Sen. Bray’s idea to introduce a “per parcel” fee on property owners in order to clean up the lake is unfortunate. Unfortunate because it proposes to heap more financial burden on property owners and disappointing because it may be the best economic proposal floated to date. The funding mechanism is simple and direct, uses existing revenue collection methods to gather the money and it uses the money for a targeted end use. Which begs the question, “What’s wrong with it?” We need to look upstream to find the answer.
First of all, the solution to the stated problem is based on the recommendation of an “advisory council” answering to Montpelier that proposes in part to solve the problem by “commoditizing” the targeted pollutant (phosphorus). Second, it proposes to empower a regulatory authority to solve the stated problem through regulation, which, like the first issue, builds a conflict of interest right into the middle of the problem-solving equation. In other words it proposes to generate revenue from the problem it is supposed to be solving, pretty much ensuring the problem never goes away for one reason or another. In a practical way the regulatory authority perpetuates its own existence at everyone else’s expense. Worse, the proposal builds an impenetrable political wall between the very constituents that need to cooperate for its success. And that is a slippery slope.

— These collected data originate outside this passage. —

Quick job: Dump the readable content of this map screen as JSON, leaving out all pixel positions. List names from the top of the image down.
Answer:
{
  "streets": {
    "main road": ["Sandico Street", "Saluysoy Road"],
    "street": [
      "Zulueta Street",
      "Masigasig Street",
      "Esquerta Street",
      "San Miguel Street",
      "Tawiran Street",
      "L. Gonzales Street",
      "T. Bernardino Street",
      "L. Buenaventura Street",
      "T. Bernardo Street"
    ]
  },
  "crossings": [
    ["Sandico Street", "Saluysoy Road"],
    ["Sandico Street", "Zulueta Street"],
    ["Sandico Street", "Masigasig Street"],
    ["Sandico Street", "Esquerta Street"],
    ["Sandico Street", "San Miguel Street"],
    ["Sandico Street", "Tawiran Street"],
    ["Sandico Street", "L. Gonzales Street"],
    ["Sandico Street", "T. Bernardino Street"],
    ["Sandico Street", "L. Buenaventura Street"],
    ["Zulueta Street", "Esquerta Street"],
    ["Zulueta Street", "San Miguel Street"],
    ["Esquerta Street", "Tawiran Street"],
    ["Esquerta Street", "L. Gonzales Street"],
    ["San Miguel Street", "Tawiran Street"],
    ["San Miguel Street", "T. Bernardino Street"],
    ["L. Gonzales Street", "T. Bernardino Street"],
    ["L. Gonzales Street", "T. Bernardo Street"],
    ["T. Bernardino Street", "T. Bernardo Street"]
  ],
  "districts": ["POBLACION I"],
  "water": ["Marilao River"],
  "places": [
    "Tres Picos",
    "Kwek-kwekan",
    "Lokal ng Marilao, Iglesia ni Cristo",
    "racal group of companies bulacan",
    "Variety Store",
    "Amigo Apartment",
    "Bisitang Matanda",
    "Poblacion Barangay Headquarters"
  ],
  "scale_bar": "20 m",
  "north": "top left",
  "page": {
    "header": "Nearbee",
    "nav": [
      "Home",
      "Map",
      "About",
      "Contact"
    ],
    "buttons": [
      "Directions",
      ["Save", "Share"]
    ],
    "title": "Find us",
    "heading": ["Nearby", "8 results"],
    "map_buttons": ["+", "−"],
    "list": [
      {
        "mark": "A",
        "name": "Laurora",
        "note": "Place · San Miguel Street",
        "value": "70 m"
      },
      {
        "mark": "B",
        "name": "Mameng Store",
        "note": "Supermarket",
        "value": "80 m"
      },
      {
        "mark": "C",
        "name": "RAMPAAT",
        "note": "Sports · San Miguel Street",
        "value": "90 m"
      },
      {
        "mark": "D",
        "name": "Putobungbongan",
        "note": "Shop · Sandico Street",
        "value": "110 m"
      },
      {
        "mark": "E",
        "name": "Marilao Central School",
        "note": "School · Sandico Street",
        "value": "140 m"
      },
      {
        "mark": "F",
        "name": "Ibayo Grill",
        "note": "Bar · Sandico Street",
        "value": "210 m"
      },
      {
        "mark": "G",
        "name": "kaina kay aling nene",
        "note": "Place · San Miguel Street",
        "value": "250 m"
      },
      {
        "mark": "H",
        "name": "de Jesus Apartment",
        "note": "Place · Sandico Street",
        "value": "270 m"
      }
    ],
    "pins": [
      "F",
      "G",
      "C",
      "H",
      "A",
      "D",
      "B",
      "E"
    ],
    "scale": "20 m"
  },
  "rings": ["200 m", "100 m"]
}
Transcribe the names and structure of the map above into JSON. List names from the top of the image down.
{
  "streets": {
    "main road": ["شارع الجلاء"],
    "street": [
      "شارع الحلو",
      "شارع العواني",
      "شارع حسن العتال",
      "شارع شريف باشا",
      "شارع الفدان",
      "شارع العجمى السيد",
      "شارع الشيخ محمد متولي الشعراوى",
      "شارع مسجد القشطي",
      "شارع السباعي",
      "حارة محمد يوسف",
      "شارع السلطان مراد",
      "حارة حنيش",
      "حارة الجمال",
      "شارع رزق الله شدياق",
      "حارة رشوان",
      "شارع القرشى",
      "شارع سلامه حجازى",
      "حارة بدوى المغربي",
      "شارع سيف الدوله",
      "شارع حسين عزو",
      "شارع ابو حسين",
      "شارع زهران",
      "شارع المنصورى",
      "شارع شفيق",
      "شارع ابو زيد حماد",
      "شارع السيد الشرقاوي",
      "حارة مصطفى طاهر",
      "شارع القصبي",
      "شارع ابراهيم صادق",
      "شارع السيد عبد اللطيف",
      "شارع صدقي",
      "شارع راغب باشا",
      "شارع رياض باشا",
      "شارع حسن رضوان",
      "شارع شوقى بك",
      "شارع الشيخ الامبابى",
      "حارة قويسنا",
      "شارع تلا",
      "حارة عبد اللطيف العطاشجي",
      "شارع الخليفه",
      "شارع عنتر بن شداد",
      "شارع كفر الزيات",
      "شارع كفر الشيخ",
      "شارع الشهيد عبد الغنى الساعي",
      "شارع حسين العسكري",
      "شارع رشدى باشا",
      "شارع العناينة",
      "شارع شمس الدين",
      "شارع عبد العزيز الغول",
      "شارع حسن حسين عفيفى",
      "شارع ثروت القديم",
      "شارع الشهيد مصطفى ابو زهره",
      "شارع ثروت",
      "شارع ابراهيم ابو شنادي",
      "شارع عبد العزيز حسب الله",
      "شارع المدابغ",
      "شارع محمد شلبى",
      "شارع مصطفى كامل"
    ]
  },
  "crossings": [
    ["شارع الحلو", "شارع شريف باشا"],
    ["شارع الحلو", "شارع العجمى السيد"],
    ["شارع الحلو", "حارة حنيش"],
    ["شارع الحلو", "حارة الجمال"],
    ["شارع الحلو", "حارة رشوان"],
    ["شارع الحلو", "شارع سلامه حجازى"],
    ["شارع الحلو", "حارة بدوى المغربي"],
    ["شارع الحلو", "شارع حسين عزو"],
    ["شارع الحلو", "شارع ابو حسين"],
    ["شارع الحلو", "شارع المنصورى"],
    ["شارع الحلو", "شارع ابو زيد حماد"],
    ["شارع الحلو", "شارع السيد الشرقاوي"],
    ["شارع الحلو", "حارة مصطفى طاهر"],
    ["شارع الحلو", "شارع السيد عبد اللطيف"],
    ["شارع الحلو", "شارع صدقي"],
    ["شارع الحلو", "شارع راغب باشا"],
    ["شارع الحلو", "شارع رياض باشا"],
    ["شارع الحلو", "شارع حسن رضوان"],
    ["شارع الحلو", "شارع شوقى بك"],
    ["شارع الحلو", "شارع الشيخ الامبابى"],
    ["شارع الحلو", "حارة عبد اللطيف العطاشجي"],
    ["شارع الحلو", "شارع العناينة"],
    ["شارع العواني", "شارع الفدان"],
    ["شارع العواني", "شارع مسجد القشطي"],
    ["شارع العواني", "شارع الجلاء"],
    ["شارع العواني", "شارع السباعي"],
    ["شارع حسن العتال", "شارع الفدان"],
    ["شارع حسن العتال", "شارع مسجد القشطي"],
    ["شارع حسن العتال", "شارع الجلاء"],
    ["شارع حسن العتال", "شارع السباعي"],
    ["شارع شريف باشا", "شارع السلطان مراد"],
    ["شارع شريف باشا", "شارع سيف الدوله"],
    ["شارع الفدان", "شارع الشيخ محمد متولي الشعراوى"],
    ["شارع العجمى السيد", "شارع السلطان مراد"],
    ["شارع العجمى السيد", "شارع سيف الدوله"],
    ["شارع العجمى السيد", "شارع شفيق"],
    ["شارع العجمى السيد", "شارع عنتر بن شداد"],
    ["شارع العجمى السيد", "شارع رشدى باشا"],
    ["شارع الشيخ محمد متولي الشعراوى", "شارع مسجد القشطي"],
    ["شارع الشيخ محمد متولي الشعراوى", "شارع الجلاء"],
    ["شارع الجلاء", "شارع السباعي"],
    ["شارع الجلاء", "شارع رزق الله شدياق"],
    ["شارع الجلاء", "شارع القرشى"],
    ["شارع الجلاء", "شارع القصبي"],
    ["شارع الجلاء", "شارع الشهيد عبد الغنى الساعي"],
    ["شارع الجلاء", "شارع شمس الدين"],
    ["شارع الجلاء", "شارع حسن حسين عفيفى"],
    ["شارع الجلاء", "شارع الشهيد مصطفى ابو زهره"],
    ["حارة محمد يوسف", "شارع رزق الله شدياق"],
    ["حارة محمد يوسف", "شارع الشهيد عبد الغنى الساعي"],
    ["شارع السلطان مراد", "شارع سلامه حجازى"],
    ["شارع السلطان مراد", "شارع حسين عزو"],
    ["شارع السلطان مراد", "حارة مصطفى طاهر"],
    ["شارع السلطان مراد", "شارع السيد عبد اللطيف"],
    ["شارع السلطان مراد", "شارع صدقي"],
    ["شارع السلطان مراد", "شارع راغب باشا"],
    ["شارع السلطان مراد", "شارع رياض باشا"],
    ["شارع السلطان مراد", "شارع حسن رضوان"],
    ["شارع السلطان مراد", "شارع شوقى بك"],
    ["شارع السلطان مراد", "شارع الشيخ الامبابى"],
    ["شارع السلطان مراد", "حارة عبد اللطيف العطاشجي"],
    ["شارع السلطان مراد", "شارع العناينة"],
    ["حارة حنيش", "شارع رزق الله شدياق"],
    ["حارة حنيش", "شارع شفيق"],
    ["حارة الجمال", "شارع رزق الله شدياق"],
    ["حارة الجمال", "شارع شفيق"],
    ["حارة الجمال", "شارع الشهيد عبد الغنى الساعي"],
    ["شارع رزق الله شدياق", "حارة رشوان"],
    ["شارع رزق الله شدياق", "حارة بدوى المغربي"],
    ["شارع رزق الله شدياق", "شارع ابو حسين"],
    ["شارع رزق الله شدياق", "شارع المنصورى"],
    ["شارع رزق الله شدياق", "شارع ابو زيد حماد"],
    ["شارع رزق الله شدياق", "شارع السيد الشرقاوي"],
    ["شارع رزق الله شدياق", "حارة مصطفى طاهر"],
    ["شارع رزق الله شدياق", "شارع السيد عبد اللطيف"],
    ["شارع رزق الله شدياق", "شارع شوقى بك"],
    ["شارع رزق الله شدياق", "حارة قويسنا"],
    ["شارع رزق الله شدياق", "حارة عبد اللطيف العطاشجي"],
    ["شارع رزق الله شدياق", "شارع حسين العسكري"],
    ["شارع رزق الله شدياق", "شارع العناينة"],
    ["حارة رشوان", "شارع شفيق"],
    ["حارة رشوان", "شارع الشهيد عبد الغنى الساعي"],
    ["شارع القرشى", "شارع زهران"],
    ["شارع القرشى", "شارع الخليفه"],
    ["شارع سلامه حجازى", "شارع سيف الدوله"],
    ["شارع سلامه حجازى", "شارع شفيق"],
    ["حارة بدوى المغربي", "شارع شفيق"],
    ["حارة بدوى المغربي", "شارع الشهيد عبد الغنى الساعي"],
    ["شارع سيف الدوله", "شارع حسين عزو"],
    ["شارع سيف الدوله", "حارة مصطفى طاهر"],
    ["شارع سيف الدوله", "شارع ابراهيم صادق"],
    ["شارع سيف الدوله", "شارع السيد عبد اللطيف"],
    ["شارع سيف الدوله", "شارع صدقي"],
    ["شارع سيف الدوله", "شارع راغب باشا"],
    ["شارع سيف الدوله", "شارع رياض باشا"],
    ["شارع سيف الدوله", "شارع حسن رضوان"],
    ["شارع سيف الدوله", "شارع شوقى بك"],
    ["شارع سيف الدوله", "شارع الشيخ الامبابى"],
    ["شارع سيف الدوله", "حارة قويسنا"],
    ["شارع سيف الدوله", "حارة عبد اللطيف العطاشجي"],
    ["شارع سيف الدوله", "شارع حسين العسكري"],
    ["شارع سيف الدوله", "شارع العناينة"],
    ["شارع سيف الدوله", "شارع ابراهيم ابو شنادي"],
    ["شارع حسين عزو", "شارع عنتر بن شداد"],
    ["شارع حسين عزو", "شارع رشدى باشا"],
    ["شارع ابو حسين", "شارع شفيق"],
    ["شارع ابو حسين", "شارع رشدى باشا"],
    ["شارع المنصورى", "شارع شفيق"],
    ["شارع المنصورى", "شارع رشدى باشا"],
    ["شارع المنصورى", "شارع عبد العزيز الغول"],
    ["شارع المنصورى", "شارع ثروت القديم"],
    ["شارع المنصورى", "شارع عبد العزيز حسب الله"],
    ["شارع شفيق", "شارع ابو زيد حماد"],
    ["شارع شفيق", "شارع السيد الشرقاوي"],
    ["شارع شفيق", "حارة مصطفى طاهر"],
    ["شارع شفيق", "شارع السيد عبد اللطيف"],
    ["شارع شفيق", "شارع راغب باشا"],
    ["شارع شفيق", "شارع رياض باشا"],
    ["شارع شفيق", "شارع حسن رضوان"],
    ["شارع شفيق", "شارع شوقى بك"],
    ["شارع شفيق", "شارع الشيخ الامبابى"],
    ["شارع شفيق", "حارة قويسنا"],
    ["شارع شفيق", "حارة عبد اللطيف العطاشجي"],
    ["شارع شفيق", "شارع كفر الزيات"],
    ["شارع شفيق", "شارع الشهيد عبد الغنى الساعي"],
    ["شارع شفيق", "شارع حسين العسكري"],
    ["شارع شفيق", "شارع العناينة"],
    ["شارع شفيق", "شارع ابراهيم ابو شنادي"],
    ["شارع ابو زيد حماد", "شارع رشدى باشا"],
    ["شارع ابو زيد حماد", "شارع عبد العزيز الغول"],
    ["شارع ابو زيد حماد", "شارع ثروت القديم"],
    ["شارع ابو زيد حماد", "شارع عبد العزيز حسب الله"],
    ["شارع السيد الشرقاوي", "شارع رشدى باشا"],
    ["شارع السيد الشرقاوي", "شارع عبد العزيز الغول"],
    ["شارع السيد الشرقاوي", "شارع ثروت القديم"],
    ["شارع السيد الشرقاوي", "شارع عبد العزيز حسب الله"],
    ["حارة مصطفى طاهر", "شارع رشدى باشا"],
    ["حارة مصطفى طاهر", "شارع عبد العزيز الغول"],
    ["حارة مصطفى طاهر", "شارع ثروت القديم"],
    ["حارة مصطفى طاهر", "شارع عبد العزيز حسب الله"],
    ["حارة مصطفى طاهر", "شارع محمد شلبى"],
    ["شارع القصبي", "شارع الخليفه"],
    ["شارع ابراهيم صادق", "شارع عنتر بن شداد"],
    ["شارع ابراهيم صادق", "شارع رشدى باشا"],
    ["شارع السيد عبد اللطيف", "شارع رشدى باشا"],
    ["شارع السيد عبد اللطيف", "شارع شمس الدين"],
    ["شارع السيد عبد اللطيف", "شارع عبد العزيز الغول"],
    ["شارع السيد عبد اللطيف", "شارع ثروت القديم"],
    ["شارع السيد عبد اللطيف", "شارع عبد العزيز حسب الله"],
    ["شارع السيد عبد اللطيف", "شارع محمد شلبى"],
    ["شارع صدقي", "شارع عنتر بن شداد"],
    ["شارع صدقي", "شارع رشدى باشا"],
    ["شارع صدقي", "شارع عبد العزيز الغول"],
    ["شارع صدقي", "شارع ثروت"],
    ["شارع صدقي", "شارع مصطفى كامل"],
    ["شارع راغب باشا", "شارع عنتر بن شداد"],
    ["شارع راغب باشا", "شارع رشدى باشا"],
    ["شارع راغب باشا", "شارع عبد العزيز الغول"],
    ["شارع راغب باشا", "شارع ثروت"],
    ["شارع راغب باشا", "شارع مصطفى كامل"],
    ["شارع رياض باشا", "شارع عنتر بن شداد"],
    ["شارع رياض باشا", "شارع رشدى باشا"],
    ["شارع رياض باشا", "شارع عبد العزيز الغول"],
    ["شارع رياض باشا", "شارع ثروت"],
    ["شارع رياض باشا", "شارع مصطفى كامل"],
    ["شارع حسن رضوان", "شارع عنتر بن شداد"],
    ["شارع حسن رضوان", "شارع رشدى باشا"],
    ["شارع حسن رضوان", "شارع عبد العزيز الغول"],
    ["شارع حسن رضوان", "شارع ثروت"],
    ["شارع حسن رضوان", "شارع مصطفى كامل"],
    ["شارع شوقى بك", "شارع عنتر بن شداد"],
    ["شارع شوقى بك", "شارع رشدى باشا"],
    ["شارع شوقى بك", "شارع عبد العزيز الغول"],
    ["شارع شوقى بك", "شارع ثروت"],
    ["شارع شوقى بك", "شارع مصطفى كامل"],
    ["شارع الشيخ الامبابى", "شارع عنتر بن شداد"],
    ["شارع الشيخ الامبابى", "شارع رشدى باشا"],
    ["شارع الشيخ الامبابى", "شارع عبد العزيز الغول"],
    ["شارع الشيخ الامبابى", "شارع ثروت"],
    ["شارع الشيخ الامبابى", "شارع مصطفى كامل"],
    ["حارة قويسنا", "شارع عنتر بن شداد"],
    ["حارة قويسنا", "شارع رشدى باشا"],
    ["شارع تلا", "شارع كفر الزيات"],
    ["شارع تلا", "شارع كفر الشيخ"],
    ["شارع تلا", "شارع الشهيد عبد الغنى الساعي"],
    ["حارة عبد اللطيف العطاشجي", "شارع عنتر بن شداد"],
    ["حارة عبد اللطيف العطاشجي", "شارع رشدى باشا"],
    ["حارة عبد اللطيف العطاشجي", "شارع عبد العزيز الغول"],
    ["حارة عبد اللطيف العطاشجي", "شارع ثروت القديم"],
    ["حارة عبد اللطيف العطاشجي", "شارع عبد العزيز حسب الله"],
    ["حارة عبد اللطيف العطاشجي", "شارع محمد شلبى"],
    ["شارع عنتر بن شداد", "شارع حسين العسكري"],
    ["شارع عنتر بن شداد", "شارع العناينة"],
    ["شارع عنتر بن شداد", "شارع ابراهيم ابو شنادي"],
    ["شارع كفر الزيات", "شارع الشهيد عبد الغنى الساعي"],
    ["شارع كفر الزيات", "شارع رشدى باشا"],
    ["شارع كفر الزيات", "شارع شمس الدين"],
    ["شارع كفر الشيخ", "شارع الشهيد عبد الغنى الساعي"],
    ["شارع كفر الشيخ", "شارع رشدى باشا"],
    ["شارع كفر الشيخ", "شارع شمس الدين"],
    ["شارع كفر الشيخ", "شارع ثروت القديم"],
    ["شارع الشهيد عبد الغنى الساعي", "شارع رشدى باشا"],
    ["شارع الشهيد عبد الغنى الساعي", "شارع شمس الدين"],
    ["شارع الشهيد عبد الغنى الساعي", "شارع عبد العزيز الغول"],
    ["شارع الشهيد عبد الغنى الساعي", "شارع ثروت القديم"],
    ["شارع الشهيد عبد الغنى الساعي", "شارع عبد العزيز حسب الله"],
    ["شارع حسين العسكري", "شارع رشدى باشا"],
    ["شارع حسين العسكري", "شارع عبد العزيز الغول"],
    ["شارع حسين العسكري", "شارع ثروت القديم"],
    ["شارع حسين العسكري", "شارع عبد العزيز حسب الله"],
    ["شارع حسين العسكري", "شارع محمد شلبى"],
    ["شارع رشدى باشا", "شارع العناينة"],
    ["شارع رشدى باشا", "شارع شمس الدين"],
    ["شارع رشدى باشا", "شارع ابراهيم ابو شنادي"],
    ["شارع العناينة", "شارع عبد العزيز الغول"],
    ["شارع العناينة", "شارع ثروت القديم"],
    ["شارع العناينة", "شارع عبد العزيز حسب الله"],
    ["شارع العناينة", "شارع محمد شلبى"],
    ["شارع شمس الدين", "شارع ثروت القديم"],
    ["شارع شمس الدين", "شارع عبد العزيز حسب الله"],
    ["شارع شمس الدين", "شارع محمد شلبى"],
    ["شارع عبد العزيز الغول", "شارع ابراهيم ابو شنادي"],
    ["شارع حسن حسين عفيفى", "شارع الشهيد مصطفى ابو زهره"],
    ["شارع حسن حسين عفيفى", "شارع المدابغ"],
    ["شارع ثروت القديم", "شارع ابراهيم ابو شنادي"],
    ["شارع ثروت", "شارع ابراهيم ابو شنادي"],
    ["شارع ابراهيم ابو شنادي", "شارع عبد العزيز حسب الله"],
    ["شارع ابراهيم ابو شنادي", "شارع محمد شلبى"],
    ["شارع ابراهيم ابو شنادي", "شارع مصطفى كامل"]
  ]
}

Perhaps what makes more sense is to use Sen. Bray’s idea as short-term bridge funding mechanism, a dedicated revenue stream to jump start sustainable, affordable and innovative solutions using local resources that take advantage of our most valuable regional commodities; land, water, minerals, biomass, and people, the most important of these are local folks using good ol’ Yankee ingenuity. If we must use the monetized system as a fallback to jump start viable economic solutions we will need to stand the conventional thinking on its head. One way to do this is to actually pay the constituents targeted by the proposed regulations to solve the problem rather than to create another regulated administrative welfare system in Montpelier. In other words, if half the phosphorus problem originates on farms let’s pay the farmers to solve the problem rather than regulate them out of existence. If the other half of the problem originates in more urban environments let those constituents solve the problem on a local level, deploying the most innovative and economically sound solutions. If this requires start-up funding, dedicate the funds.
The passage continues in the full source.